Recap of OT2006 Criminal Cases
From Professor Rory Little at UC Hastings College of the Law:
I recently produced these Summaries of the Supreme Court’s Term, Criminal Cases, for the ABA’s Annual Meeting panel of the same name. (Note: Readers should feel free to reproduce the summaries, with attribution.) I do this panel every year for the Criminal Justice Section. We had some great panelists: U.S. District Judge Jeffrey White (who is handling the BALCO steroids contempt case); white-collar defense attorney Cristina Arguedas; well-known habeas and appellate litigator Dennis Riordan, and former federal prosecutor Haywood Gilliam of Bingham McCutcheon. The detailed “Summaries” of the 32 decisions I counted as “criminal law or related” present the facts and legal background of each case, as well as an account of every separate opinion issued by the Justices in each case. A list of cases in which cert. has been granted for the coming Term, and a chart of “Who Wrote What” showing the authors of all the various separate opinions, appear at the end of the Summaries.

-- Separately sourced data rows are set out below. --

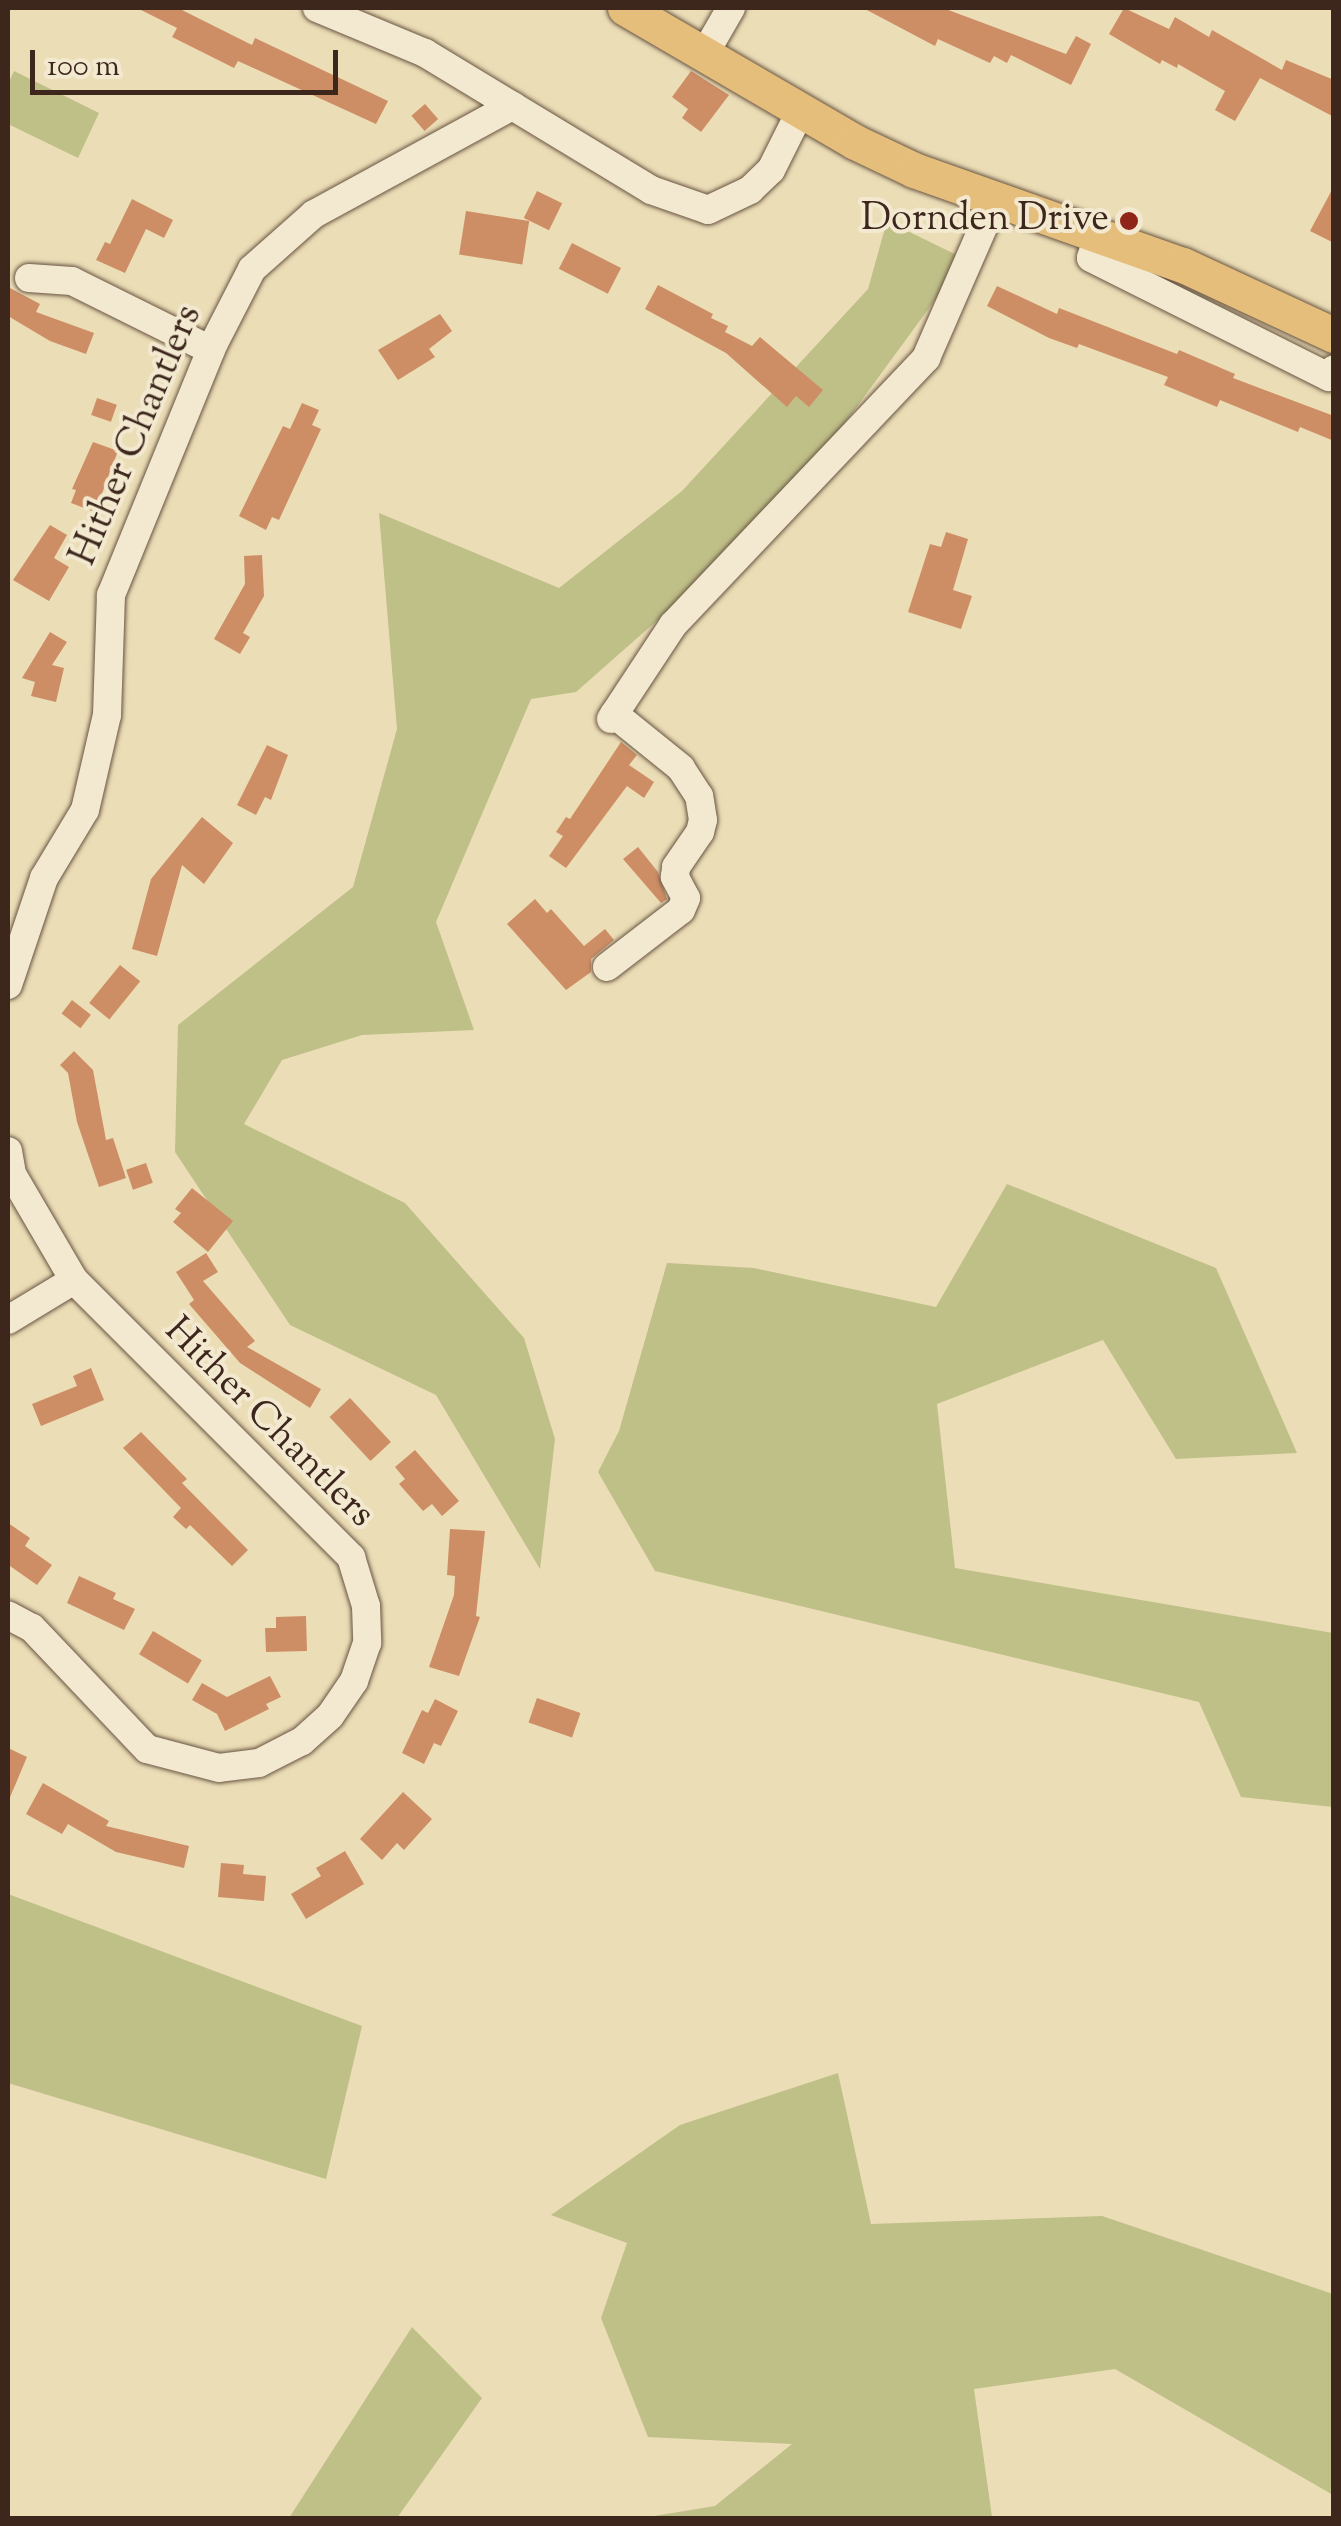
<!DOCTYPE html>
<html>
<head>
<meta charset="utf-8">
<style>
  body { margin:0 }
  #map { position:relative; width:1341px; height:2526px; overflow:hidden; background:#ebddb6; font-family:"Sorts Mill Goudy",serif }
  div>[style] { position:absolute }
  .green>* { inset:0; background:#bfbf88 }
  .building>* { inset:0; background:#ce8e65; transform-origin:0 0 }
  .roads { filter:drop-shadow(0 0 2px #685442) drop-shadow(0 0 2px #685442) }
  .minor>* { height:28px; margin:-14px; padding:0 14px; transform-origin:14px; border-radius:14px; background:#f2e9d0 }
  .major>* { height:35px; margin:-17.5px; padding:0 17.5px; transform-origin:17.5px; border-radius:17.5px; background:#e6be7b }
  .dots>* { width:28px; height:28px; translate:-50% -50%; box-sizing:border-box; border:5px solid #f2e9d0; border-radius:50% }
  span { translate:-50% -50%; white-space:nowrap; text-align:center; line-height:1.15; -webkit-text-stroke:8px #f2e9d0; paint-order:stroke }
  .poi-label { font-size:38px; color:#3d271c }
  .right { translate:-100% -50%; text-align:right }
  .street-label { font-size:38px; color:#3d271c }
  .frame { position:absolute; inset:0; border:10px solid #3d271c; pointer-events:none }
  .scale { position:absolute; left:30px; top:50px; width:308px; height:45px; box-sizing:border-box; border:5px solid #3d271c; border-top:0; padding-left:12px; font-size:30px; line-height:35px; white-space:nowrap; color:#3d271c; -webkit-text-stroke:8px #f2e9d0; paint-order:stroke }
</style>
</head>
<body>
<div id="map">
  <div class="green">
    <div style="clip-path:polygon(14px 71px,99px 113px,78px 158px,8px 124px,8px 84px)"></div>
    <div style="clip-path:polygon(887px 221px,965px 259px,779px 513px,576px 692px,531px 699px,436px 922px,474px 1030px,362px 1035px,282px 1060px,244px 1124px,405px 1203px,524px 1338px,555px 1439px,540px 1569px,436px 1395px,290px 1325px,175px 1152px,178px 1025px,353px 887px,397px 729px,379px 513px,559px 588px,682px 491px,868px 289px)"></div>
    <div style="clip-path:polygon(1007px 1184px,1216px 1268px,1297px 1453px,1176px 1459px,1103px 1340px,937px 1404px,955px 1568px,1333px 1633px,1333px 1807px,1241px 1797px,1199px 1702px,655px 1571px,598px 1472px,619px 1431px,667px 1263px,754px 1268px,936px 1307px)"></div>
    <div style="clip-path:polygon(8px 1894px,362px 2026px,326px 2179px,8px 2083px)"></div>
    <div style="clip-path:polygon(838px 2073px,871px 2224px,1102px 2216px,1333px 2294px,1333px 2495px,1115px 2369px,974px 2389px,992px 2517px,1023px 2518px,642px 2518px,715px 2506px,792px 2444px,648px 2437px,601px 2318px,627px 2243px,551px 2215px,680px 2125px)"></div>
    <div style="clip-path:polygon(412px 2327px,482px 2398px,397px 2518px,289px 2518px)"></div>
  </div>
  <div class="building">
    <div style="clip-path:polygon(137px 8px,178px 8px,252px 45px,255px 38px,388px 101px,376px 124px,238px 61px,234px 68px,172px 37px,177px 28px)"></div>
    <div style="clip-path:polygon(863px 8px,943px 8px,1066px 54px,1076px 36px,1091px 44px,1071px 85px,1011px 55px,1007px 63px,994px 56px,990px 63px,938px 39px,935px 46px)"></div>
    <div style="clip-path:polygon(1124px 8px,1169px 29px,1175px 17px,1209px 37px,1212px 30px,1282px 70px,1286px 60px,1334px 80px,1334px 117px,1260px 78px,1235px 121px,1215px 110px,1225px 91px,1178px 64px,1177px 68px,1162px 60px,1160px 64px,1109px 34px)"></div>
    <div style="clip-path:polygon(691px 71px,729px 95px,701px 132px,682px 118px,688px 109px,672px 97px)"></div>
    <div style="left:425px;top:104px;width:20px;height:18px;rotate:49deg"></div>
    <div style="clip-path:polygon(1334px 186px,1334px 243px,1310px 231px)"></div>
    <div style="left:537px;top:191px;width:28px;height:30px;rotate:26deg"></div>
    <div style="clip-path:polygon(132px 199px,173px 220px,164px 238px,146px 229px,125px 273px,96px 260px,105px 242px,110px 244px)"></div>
    <div style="left:466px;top:211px;width:64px;height:44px;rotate:9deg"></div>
    <div style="left:572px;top:243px;width:55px;height:29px;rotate:27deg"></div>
    <div style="clip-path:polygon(658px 285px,713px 314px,711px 318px,728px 326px,725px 332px,752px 346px,760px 337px,823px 390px,809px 407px,796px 396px,787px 407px,726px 353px,645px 309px)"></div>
    <div style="clip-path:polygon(997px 286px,1057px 314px,1059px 308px,1177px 354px,1179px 350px,1235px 374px,1233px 378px,1334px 416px,1334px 441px,1300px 427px,1298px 432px,1220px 400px,1217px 407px,1164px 385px,1168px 377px,1079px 344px,1077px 348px,1049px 338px,987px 306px)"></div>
    <div style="clip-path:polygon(8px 287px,40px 304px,36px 312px,94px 333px,86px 354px,50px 341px,8px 316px)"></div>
    <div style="clip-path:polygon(440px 314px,452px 331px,429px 349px,435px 357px,398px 380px,378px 350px)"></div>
    <div style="left:97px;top:398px;width:21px;height:18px;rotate:19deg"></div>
    <div style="clip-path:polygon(302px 403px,319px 410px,312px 425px,321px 429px,279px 520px,272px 517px,266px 530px,239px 516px,283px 426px,290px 429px)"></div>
    <div style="clip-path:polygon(93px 442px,118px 451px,95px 512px,71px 503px,76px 490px,72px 489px)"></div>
    <div style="clip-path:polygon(50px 525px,67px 535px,54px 558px,69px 567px,49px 601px,13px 580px)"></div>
    <div style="clip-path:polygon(946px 532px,968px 539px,953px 590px,972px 596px,961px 629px,908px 612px,930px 544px,941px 547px)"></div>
    <div style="clip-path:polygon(262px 555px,264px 596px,243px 633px,250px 637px,240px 654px,214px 639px,245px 584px,244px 556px)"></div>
    <div style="clip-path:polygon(50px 632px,67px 642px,52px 665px,64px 668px,56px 702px,31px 696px,35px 682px,22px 678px)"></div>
    <div style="clip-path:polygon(621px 742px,637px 755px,629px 765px,654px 782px,644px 798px,627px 786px,566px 868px,549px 856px,563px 836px,556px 832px,566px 817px,570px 819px)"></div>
    <div style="clip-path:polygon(267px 745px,288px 755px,271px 800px,265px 797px,256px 815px,237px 805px)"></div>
    <div style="clip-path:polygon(202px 817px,233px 843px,204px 884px,182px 865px,157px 956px,132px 949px,151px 879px)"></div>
    <div style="clip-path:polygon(638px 847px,658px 872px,667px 899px,661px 903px,623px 859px)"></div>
    <div style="clip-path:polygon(535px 899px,547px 913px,551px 909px,584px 946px,605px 929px,614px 940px,591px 959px,591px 972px,566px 990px,507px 924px)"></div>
    <div style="left:120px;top:965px;width:26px;height:49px;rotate:39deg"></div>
    <div style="left:72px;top:1000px;width:24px;height:17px;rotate:38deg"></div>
    <div style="clip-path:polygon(74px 1051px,93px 1070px,106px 1140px,113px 1138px,126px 1178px,99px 1187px,77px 1122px,68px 1073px,60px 1065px)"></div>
    <div style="left:146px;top:1163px;width:21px;height:21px;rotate:71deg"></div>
    <div style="clip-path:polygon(192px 1188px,233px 1221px,208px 1252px,173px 1222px,181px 1213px,175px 1209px)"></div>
    <div style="clip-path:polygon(206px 1253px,218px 1272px,203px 1281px,255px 1341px,247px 1347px,321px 1389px,310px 1408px,240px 1363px,189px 1304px,194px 1300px,176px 1272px)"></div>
    <div style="clip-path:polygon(91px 1368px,104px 1400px,41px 1426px,32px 1404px,77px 1386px,73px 1376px)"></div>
    <div style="left:350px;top:1398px;width:60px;height:28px;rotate:47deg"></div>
    <div style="clip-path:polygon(141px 1432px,187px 1479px,182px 1483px,248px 1550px,232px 1566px,190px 1525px,186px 1529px,173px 1517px,181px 1508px,123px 1448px)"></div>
    <div style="clip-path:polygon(415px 1450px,459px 1501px,442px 1516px,432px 1504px,423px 1511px,399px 1484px,405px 1479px,395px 1467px)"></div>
    <div style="clip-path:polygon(8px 1523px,30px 1538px,25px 1546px,52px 1565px,37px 1585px,10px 1566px,8px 1570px)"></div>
    <div style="clip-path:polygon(450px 1529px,485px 1531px,476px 1616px,480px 1617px,459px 1676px,429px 1667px,454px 1595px,455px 1576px,447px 1575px)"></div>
    <div style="clip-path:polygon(79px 1576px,116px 1593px,113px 1599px,135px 1609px,124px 1630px,67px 1603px)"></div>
    <div style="clip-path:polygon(306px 1616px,307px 1651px,266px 1652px,265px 1628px,276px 1628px,276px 1617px)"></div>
    <div style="left:153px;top:1631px;width:57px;height:27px;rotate:31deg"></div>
    <div style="clip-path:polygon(270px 1676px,281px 1697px,266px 1704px,269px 1709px,225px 1731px,217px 1714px,192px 1700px,202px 1683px,227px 1697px)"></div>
    <div style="left:537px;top:1698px;width:46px;height:26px;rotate:19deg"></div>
    <div style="clip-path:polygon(435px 1699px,458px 1711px,441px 1746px,434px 1743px,424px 1764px,402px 1753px,422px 1710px,428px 1713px)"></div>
    <div style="clip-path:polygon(8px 1748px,27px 1757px,8px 1802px)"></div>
    <div style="clip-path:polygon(43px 1783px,109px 1821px,106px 1826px,189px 1846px,184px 1868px,116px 1852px,68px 1824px,62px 1834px,26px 1814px)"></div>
    <div style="clip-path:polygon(403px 1792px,432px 1819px,404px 1850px,397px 1843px,382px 1860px,360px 1839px)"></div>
    <div style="clip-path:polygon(345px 1851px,364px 1884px,306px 1919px,291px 1894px,321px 1876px,316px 1868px)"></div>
    <div style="clip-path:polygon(221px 1863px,244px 1865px,243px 1874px,266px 1876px,264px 1901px,218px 1897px)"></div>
  </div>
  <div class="roads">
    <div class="minor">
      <div style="left:317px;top:8px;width:117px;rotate:22.6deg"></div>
      <div style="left:425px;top:53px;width:264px;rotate:31.2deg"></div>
      <div style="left:651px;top:190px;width:60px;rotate:19.3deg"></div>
      <div style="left:708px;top:210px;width:47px;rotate:-25.5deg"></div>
      <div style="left:750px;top:190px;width:29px;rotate:-44deg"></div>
      <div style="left:771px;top:170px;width:67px;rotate:-63.4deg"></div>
      <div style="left:705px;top:53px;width:52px;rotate:-60deg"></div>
      <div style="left:1099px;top:233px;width:26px;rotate:108deg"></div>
      <div style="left:1091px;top:258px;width:266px;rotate:26.6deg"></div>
      <div style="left:1329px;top:377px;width:9px;rotate:-58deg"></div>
      <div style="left:29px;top:278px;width:43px;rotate:4deg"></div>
      <div style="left:72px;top:281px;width:155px;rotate:26.4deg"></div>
      <div style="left:611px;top:719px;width:113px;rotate:-56.6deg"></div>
      <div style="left:673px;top:625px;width:368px;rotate:-46.5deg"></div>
      <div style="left:926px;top:358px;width:172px;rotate:-66.4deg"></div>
      <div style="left:607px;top:967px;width:93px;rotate:-37.6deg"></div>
      <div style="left:681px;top:910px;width:13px;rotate:-67deg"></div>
      <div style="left:686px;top:898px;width:24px;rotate:-118deg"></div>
      <div style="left:675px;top:877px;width:10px;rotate:-84deg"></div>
      <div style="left:676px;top:867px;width:42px;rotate:-55.6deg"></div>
      <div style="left:700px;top:832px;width:12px;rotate:-76deg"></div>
      <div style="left:703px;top:820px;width:24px;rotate:-99deg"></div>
      <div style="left:699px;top:796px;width:33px;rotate:-123deg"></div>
      <div style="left:681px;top:768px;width:86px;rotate:-141.1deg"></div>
      <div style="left:8px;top:985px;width:113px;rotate:-71.4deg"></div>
      <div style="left:44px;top:878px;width:79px;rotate:-58.9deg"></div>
      <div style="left:85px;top:810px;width:98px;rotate:-77deg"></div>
      <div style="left:107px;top:715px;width:120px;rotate:-88.1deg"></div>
      <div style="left:111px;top:595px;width:272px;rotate:-67.8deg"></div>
      <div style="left:214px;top:343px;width:83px;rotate:-62.8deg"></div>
      <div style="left:252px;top:269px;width:83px;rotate:-41.6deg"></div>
      <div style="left:314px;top:214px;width:226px;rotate:-28.6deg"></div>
      <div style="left:8px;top:1151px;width:23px;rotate:80deg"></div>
      <div style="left:12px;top:1174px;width:123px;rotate:59.7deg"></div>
      <div style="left:74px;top:1280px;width:392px;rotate:45deg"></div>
      <div style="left:351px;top:1557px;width:51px;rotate:73deg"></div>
      <div style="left:366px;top:1606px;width:37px;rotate:88deg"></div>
      <div style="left:367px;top:1643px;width:40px;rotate:108.9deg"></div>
      <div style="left:354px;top:1681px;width:42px;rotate:124.4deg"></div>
      <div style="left:330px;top:1716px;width:38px;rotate:138deg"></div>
      <div style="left:302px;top:1741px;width:48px;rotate:152.9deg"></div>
      <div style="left:259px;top:1763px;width:40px;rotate:172.9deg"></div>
      <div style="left:219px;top:1768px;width:74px;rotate:-165.2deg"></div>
      <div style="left:147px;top:1749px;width:167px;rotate:-133.5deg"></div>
      <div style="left:32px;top:1628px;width:27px;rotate:-152deg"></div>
      <div style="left:8px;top:1320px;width:77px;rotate:-31.2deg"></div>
    </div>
    <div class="major">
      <div style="left:625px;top:8px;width:266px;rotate:30.2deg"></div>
      <div style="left:855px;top:142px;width:65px;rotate:25.4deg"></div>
      <div style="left:914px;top:170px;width:285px;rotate:19.5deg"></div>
      <div style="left:1183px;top:265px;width:166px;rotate:24.9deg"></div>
    </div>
  </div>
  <div class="dots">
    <div style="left:1129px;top:221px;background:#8f2418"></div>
  </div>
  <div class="poi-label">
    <span class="right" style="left:1109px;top:221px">Dornden Drive</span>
  </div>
  <div class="street-label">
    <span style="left:138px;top:436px;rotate:-67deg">Hither Chantlers</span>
    <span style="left:268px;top:1424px;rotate:45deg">Hither Chantlers</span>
  </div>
  <div class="frame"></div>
  <div class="scale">100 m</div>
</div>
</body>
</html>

A very brief overview: In sheer number, the habeas/capital cases dominated the Court’s criminal docket this past Term. In addition, Apprendi fallout continues (see Cunningham and Rita); and the Fourth Amendment provided, as always, entertaining (see Rettele and Scott v. Harris with the first-ever decision with a video weblink appendix) and nuanced (see Brendlin) facts. And a little-noticed decision in a Bivens/extortion lawsuit (Wilkie v. Robbins) might be said to provide the most interesting theoretical issues to chew on: why CAN the federal government engage in a lengthy campaign of harrassment, using some unlawful as well as lawful tactics, to pressure a land-owner to grant an easement, and not run afoul of federal constitutional or statutory provisions? Justice Souter explains his answer; Justice Ginsburg was unconvinced and cites Marbury v. Madison in support.

Professor Little writes, “But it seems to be undeniable that at least some Justices’ chambers (or maybe the ‘cert pool’ law clerks) are on the lookout for ‘outlier’ Ninth Circuit opinions to review.”
One need not be a very sharp lookout to find howlers such as Musladin. When the Ninth declares a state court decision “unreasonable” even though it is accord with the vast majority of decisions on the subject and contrary only to the Ninth’s idiosyncratic view, the case stands out from the pack as a blatant violation of the controlling statute.